Okay, the logic I developed seemed to work, since I tested it all on breadboards. Now, that I was trying to move the circuit to a PCB board, strange things happen. Note the PCB image I attached to this post, whenever I attach more than one of those boards after each other, I'm losing voltage. Especially if many MOSFET's of each module are enabled.
The PCB board is designed in a way I can plug as many of them after each other as necessary. The 5V+/-, the 12V+/- and the latch-/clock-/data-pins are all plugged into a board on the left side, control the bitshift register ( https://www.sparkfun.com/products/733 ) and end up on the right side, where they can be attached to another board of exact the same construction.
What current levels are you using? The higher the current the wider the PCB traces
you need (copper is not a superconductor, it has real resistance). For high current
circuitry you normally distribute power via thick wires to every board, and keep high
current traces short and fat (or use power plane / ground plane).
Standard PCB use 35um thick copper ("1 oz"), but you can get boards made with
thicker copper for power circutry.
Hi, just to clarify, the PCB works as a single unit, but when you add another to it the supply voltage drops.
If so, then check how much current each PCB will draw. As MarkT suggests you may need a higher current rated power supply.
Please supply a circuit diagram of the PCB and how you connect to the 7segment display.
The PCB does not show all tracks and components, What is the 16pin chip and which track is the gnd track and does it go from the left connector to the right connector?
Also I don't see any gate resistors.
my power supply is running at 4A and 12V. When I attach three of those boards after each other, I get the same current and voltage at the last board. So the power for the seven segment displays is consistent and works.
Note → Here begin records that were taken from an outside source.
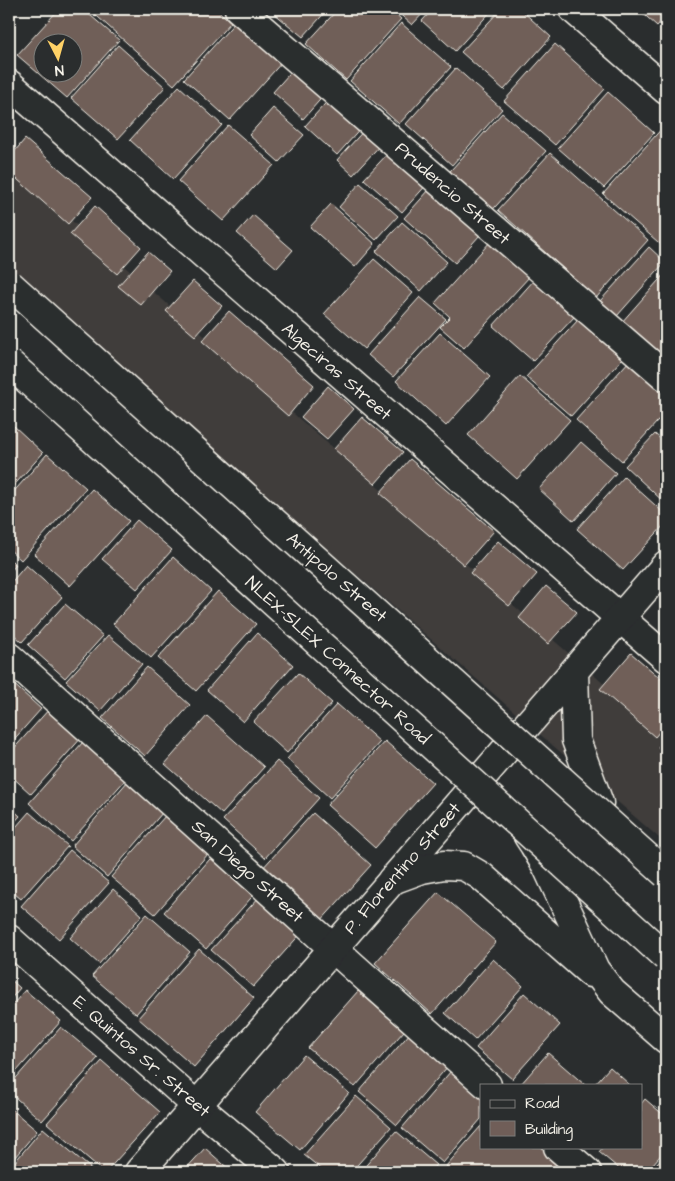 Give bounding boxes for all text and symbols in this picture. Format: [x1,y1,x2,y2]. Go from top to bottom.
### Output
north arrow [32,32,82,82]
text: N [54,60,65,80]
street label: Prudencio Street [390,136,516,251]
street label: Algeciras Street [276,317,398,427]
street label: Antipolo Street [281,526,393,629]
street label: NLEX-SLEX Connector Road [240,570,436,750]
street label: P. Florentino Street [338,797,467,940]
street label: San Diego Street [185,814,310,930]
street label: E. Quintos Sr. Street [68,990,216,1124]
legend [480,1084,642,1148]
text: Road [525,1093,560,1114]
text: Building [525,1119,573,1141] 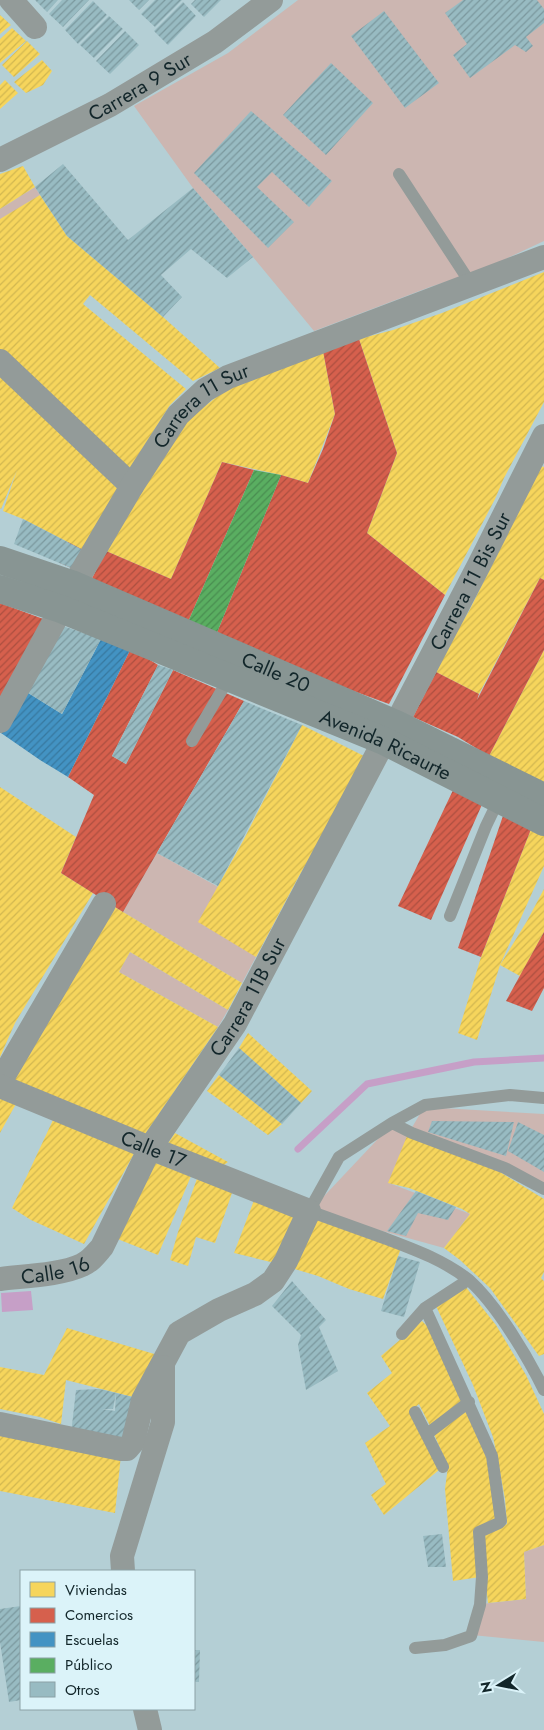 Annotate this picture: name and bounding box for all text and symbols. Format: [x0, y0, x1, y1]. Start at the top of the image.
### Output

The 5V control signal from the arduino seems to drop, even though the 12V 4A signal goes through the boards without being reduced. And all wires on the board got the same thickness. After some measurements, it seems like there is some sort of instability at the bitshift output pins, since the voltage is sometimes too high/too low to trigger the MOSFETs in the correct way.
Hi, you can run too much off the 5V pin of the arduino, you will have to have a separate 5V for the bit shift registers.
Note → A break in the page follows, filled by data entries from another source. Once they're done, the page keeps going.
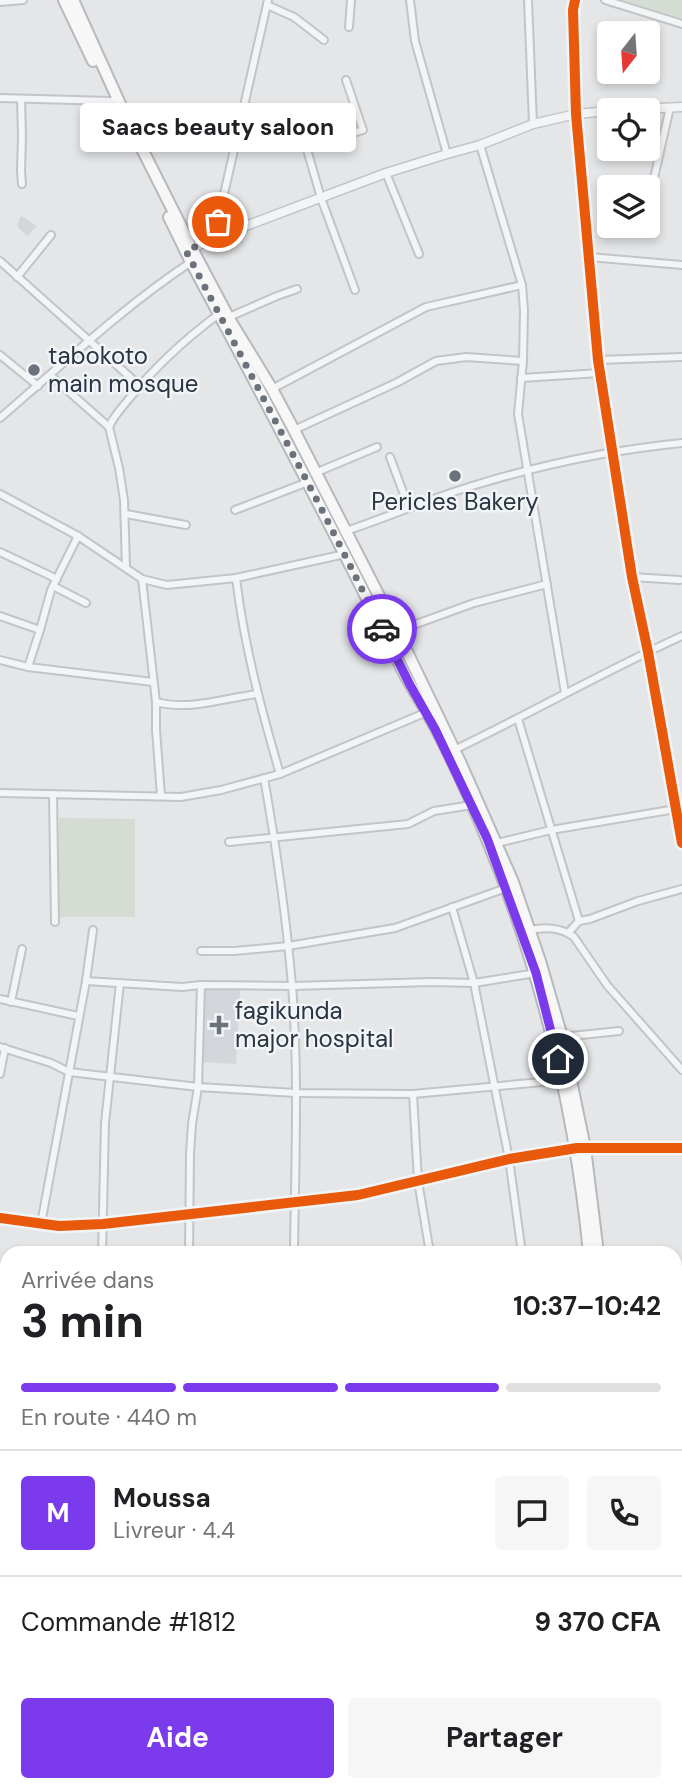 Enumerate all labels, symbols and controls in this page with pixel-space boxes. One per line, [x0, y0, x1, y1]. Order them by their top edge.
north arrow [597, 21, 660, 84]
map controls [597, 21, 660, 238]
button: locate [597, 98, 660, 161]
callout: Saacs beauty saloon [80, 103, 356, 152]
text: Saacs beauty saloon [102, 112, 334, 142]
button: layers [597, 175, 660, 238]
pin [188, 192, 248, 252]
icon: bag [199, 203, 237, 241]
place label: tabokoto main mosque [48, 340, 198, 399]
marker: tabokoto main mosque [26, 362, 42, 378]
marker: Pericles Bakery [447, 468, 463, 484]
place label: Pericles Bakery [371, 486, 539, 517]
courier [347, 594, 417, 664]
icon: car [363, 610, 401, 648]
place label: fagikunda major hospital [235, 995, 393, 1054]
marker: fagikunda major hospital [209, 1015, 229, 1035]
pin [528, 1029, 588, 1089]
icon: home [539, 1040, 577, 1078]
text: Arrivée dans [21, 1265, 154, 1295]
text: 10:37–10:42 [513, 1289, 661, 1323]
text: 3 min [21, 1291, 144, 1351]
text: En route · 440 m [21, 1402, 197, 1432]
button: chat [495, 1476, 569, 1550]
button: phone [587, 1476, 661, 1550]
text: Moussa [113, 1481, 211, 1515]
text: M [46, 1496, 70, 1530]
text: Livreur · 4.4 [113, 1515, 235, 1545]
text: Commande #1812 [21, 1605, 236, 1639]
text: 9 370 CFA [535, 1605, 661, 1639]
button: Aide [21, 1698, 334, 1778]
button: Partager [348, 1698, 661, 1778]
As their supply volts drops through consecutive boards being added their performance becomes erratic.
I would advise 470 ohm resistors in series with the gate of each MOSFET, and some bypassing capacitors on each board to help with suppressing switching noise from each board.
I'd say at least 10uF across the 12V to gnd and 10uF across 5V to gnd.
Also 0.1uF across 12V to gnd and 0.1uF across 5V to gnd.
I'm powering all the bitshift registers from one single 5V power supply from the arduino(check the pcb layout ). And it doesn't change anything when powering the bitshift registers from another external 5V source.
What I've realized that some of the MOSFETs switch at various voltages. So some open at 1.8V even, so I guess I need some clear 0 or 5V control signals to end up at the mosfets. You've said I should use 470ohm resistors at each MOSFET gate- is this some kind of pull-down/up-resistor? What purpose does it have? Using bypass capacitors in order to suppress switching noise on each board sounds a lot like what I might need. Can you hook me up with some resource about where I should include my bypass capacitor to my circuit, please.
Also I've tried and added a 1uF capacitor to the 5V gnd. Which unfortunately didn't change anything.
The resistor is in series with the output of the arduino and the gate of the FET, the gate of the FET is capacitive and although not important at low frequencies can be at high freq, the 470R just helps with initial current limit.
Bypassing with 47uF and 0.1 uF caps as close as possible to the IC power pins is highly recommended.